■ Source material
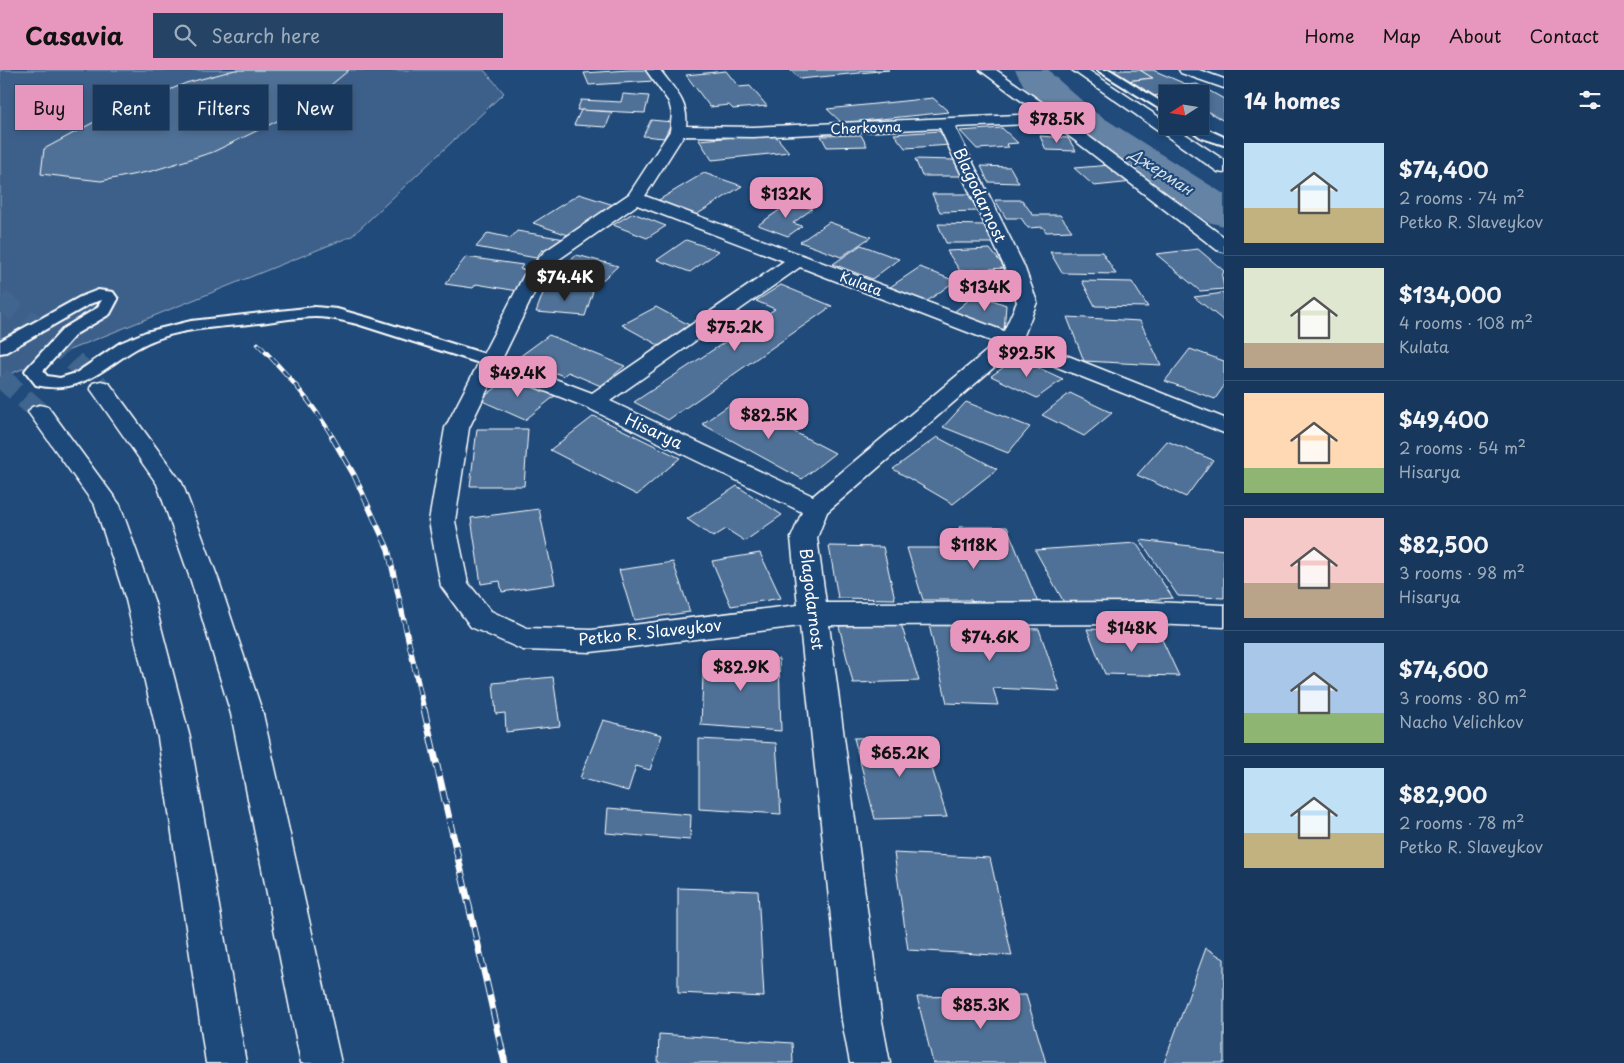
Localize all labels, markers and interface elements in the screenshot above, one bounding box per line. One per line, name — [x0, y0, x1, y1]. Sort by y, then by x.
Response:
search box — [153, 13, 503, 58]
text: Casavia — [25, 17, 123, 53]
icon: search — [171, 21, 199, 49]
text: Search here — [211, 21, 320, 49]
text: Home — [1304, 22, 1354, 49]
text: Map — [1382, 22, 1421, 49]
text: About — [1449, 22, 1501, 49]
text: Contact — [1529, 22, 1599, 49]
text: 14 homes — [1244, 84, 1340, 116]
chip: Buy — [15, 85, 83, 130]
chip: Rent — [93, 85, 169, 130]
chip: Filters — [179, 85, 268, 130]
chip: New — [278, 85, 352, 130]
north arrow — [1159, 85, 1209, 135]
map controls — [1159, 85, 1209, 135]
icon: filters — [1576, 86, 1604, 114]
pin: $78.5K — [1016, 102, 1098, 144]
text: $78.5K — [1029, 106, 1085, 130]
street label: Cherkovna — [830, 116, 902, 139]
water label: Джерман — [1124, 141, 1199, 201]
street label: Blagodarnost — [948, 143, 1013, 246]
text: $74,400 — [1399, 153, 1489, 185]
icon: home — [1284, 163, 1344, 223]
pin: $132K — [751, 176, 821, 219]
text: $132K — [761, 181, 811, 205]
text: 2 rooms · 74 m² — [1399, 185, 1525, 209]
text: Petko R. Slaveykov — [1399, 209, 1543, 233]
pin: $74.4K — [524, 260, 606, 302]
text: $74.4K — [537, 264, 593, 288]
street label: Kulata — [837, 266, 886, 301]
pin: $134K — [950, 270, 1020, 312]
text: $134K — [960, 274, 1011, 298]
text: $134,000 — [1399, 278, 1502, 310]
icon: home — [1284, 288, 1344, 348]
pin: $75.2K — [694, 310, 776, 352]
text: 4 rooms · 108 m² — [1399, 310, 1533, 334]
text: $75.2K — [707, 314, 763, 338]
text: Kulata — [1399, 334, 1449, 358]
pin: $92.5K — [986, 336, 1068, 378]
text: $92.5K — [999, 340, 1055, 364]
pin: $49.4K — [477, 356, 559, 398]
text: $49.4K — [490, 360, 546, 384]
pin: $82.5K — [728, 398, 810, 440]
text: $82.5K — [740, 402, 798, 426]
text: $49,400 — [1399, 403, 1489, 435]
street label: Hisarya — [622, 406, 687, 454]
icon: home — [1284, 413, 1344, 473]
text: 2 rooms · 54 m² — [1399, 435, 1526, 459]
text: Hisarya — [1399, 459, 1460, 483]
pin: $118K — [939, 528, 1009, 570]
text: $82,500 — [1399, 528, 1489, 560]
text: $118K — [951, 532, 997, 556]
icon: home — [1284, 538, 1344, 598]
street label: Blagodarnost — [795, 547, 831, 651]
text: 3 rooms · 98 m² — [1399, 560, 1525, 584]
text: Hisarya — [1399, 584, 1460, 608]
pin: $148K — [1097, 610, 1167, 653]
street label: Petko R. Slaveykov — [577, 612, 723, 650]
text: $148K — [1107, 615, 1157, 639]
pin: $74.6K — [949, 620, 1031, 662]
text: $74.6K — [961, 624, 1019, 648]
pin: $82.9K — [700, 650, 782, 692]
text: $74,600 — [1399, 653, 1488, 685]
text: $82.9K — [713, 654, 769, 678]
icon: home — [1284, 663, 1344, 723]
text: 3 rooms · 80 m² — [1399, 685, 1527, 709]
text: Nacho Velichkov — [1399, 709, 1523, 733]
pin: $65.2K — [859, 736, 941, 778]
text: $65.2K — [871, 740, 929, 764]
text: $82,900 — [1399, 778, 1487, 810]
icon: home — [1284, 788, 1344, 848]
text: 2 rooms · 78 m² — [1399, 810, 1525, 834]
text: Petko R. Slaveykov — [1399, 834, 1543, 858]
pin: $85.3K — [940, 988, 1022, 1030]
text: $85.3K — [952, 992, 1010, 1016]

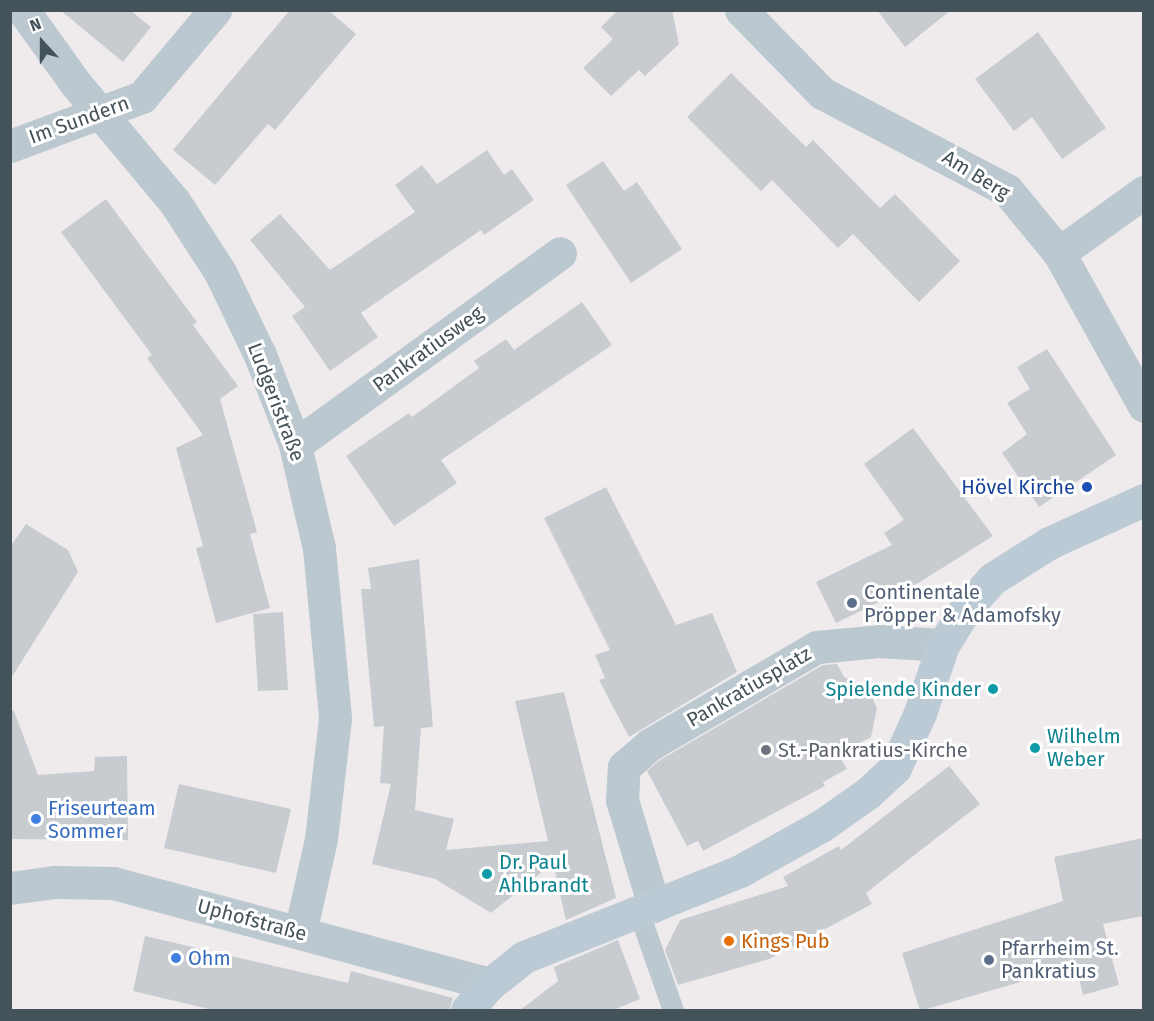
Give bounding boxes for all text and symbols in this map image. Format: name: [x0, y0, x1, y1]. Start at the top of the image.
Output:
north arrow: [12, 12, 72, 72]
text: N: [27, 14, 44, 36]
street label: Im Sundern: [26, 91, 132, 149]
street label: Am Berg: [938, 145, 1014, 205]
street label: Pankratiusweg: [368, 301, 488, 397]
street label: Ludgeristraße: [242, 339, 310, 465]
place label: Hövel Kirche: [961, 475, 1075, 499]
marker: Hövel Kirche: [1080, 480, 1094, 494]
place label: Continentale Pröpper & Adamofsky: [864, 580, 1061, 627]
marker: Continentale Pröpper & Adamofsky: [845, 596, 859, 610]
street label: Pankratiusplatz: [683, 642, 815, 732]
place label: Spielende Kinder: [825, 677, 981, 701]
marker: Spielende Kinder: [986, 682, 1000, 696]
place label: Wilhelm Weber: [1047, 724, 1121, 771]
place label: St.-Pankratius-Kirche: [778, 738, 968, 762]
marker: Wilhelm Weber: [1028, 741, 1042, 755]
marker: St.-Pankratius-Kirche: [759, 743, 773, 757]
place label: Friseurteam Sommer: [48, 796, 156, 843]
marker: Friseurteam Sommer: [29, 812, 43, 826]
place label: Dr. Paul Ahlbrandt: [499, 850, 589, 897]
marker: Dr. Paul Ahlbrandt: [480, 867, 494, 881]
street label: Uphofstraße: [195, 894, 309, 946]
place label: Kings Pub: [741, 929, 830, 953]
marker: Kings Pub: [722, 934, 736, 948]
place label: Pfarrheim St. Pankratius: [1001, 936, 1119, 983]
place label: Ohm: [188, 946, 231, 970]
marker: Ohm: [169, 951, 183, 965]
marker: Pfarrheim St. Pankratius: [982, 953, 996, 967]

■ Activity
Search each line of the data above for "Pfarrheim", and copy the lines where it occurs.

■ Solution to this problem
place label: Pfarrheim St. Pankratius: [1001, 936, 1119, 983]
marker: Pfarrheim St. Pankratius: [982, 953, 996, 967]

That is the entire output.